In Trussville, Edwards believes the police department has it right. He has seen firsthand that officers in the city have a high level of respect for all citizens.
“Trussville Police Department, my hats off to them,” said Edwards. “As far as my personal experience, they do a phenomenal job. I think they are a great cast of officers that really take into consideration the ultimate job to protect and serve.”
In fact, over the past three years, the Trussville Police Department has had no official complaints of racial profiling.
“We do have a very mixed culture inside Trussville, so that speaks volumes to the training and the psychological level of the understanding of people,” Edwards said of the Trussville Police Department.
Community policing is a term many of us have heard over the past few years. The policing strategy focuses on the infusion of officers into neighborhoods and on the ground level. It has been shown to decrease crime and help solve crimes, according to the National Police Foundation. However, another positive side-effect of community policing is the improvement of public relations and understanding.

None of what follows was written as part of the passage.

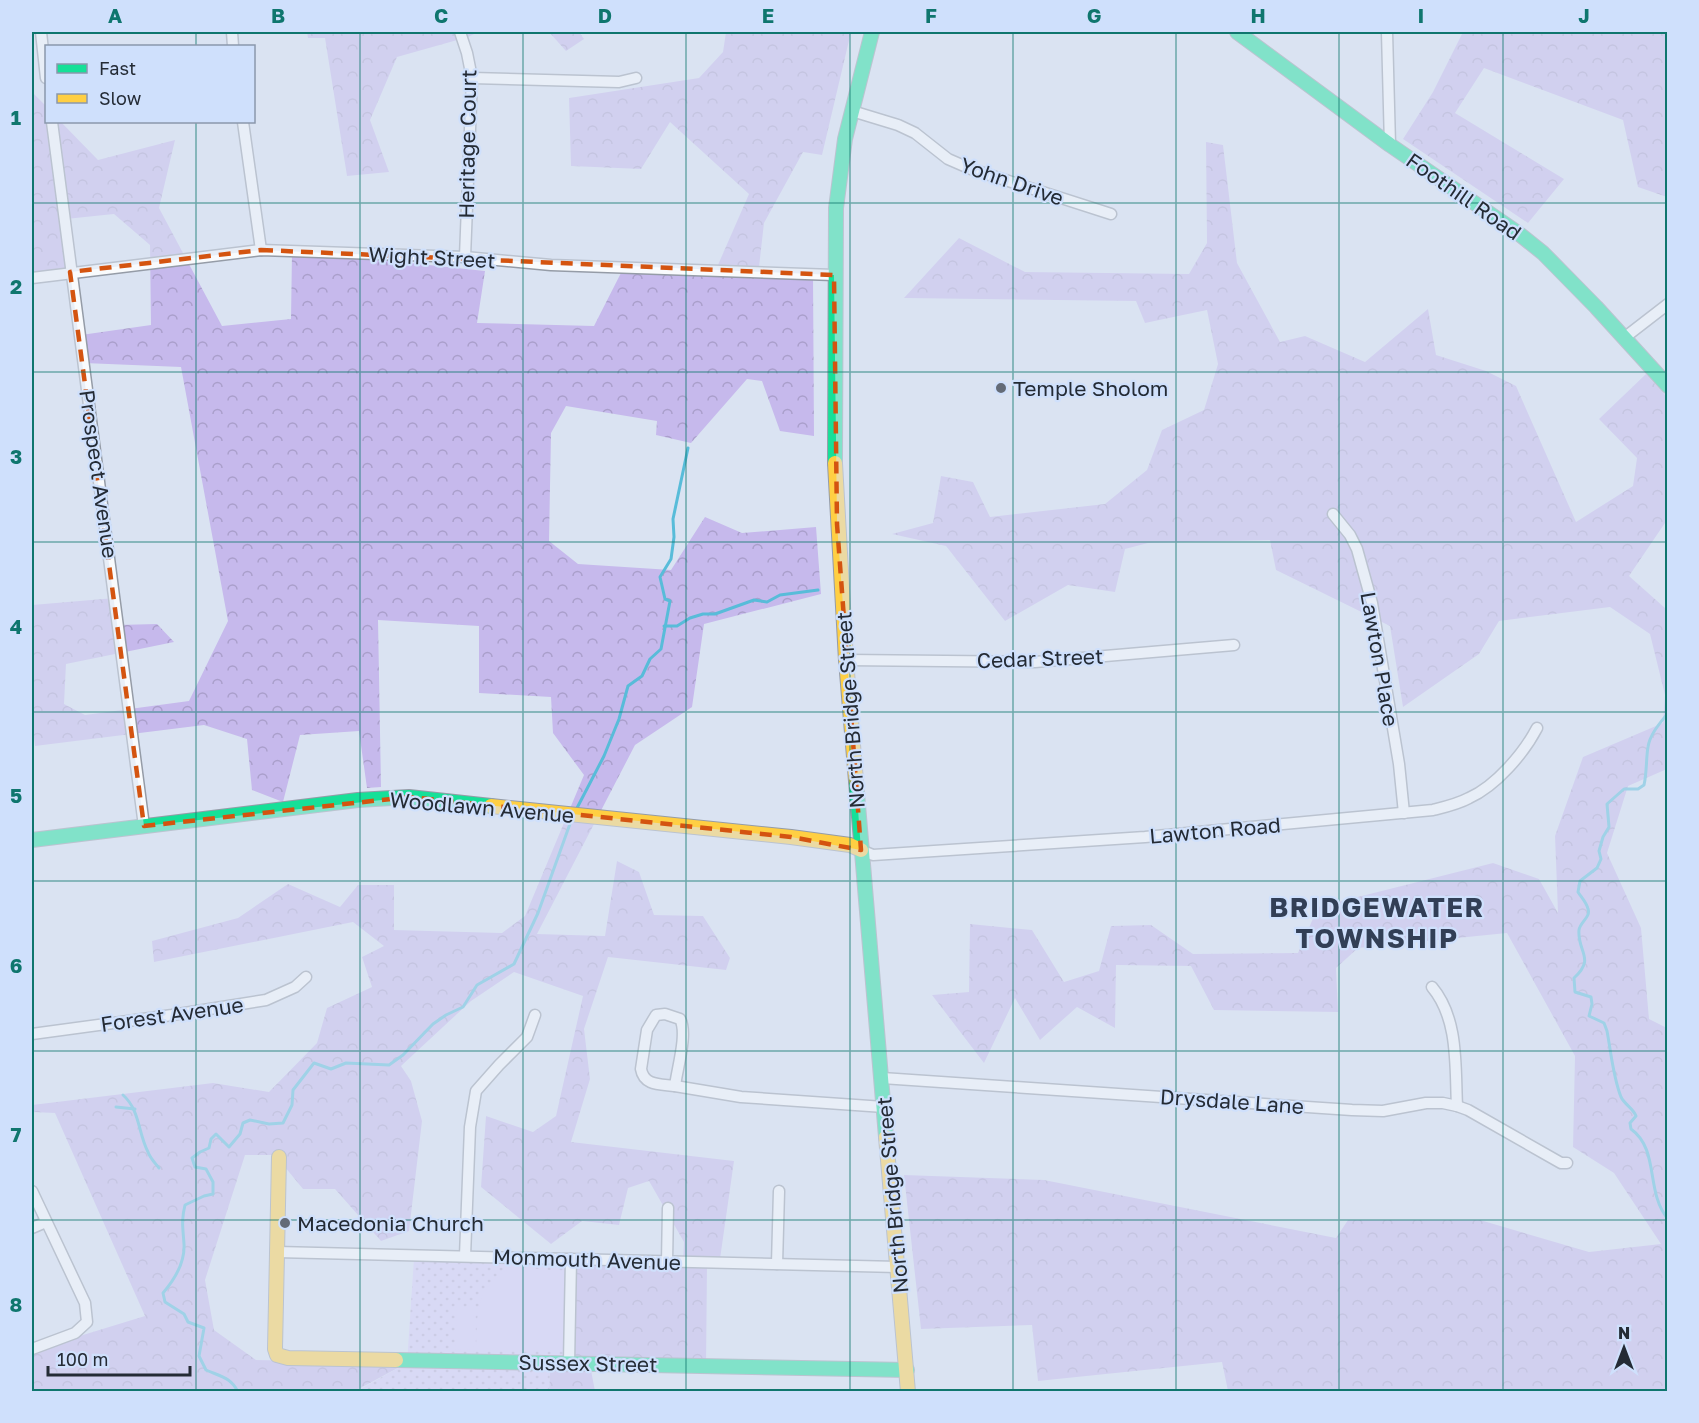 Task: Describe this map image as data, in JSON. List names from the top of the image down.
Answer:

Edwards said that effort is evident in the city of Trussville.
“The Trussville Police Department knows the community it serves,” said Edwards. They are at the basketball and football games; they shop at stores and you’ll see them around the neighborhood. They come in their uniforms and they speak. They’re friendly.”
Edwards said he did a ride-along with a Trussville officer and witnessed for himself the officer handling a subject with grace and respect. Edwards said it was evident the woman was under the influence of a substance or was suffering from a mental condition. He recalled the officer being able to get a handle on the situation while exhibiting respect towards the woman. Edwards believes that is the kind of policing needed and said he thinks it is the key to the success of the Trussville Police Department.
Protecting and serving is what officers across the nation should focus on, according to Edwards. He believes if officers keep that goal at the forefront of their minds, they can make a difference.
“Then let the courts handle the judgment and sentencing,” said Edwards.
Accountability for law enforcement is important, according to Edwards. He believes that to achieve accountability, there need to be more policies in place to protect citizens. Edwards said there is a clear path to repairing some of the problems that exist.
“It can end when we hold people accountable,” he said. “We cannot change peoples’ viewpoints and thoughts but we can change actions or the amount of the actions that are happening by holding them accountable. To every action, there is a consequence.”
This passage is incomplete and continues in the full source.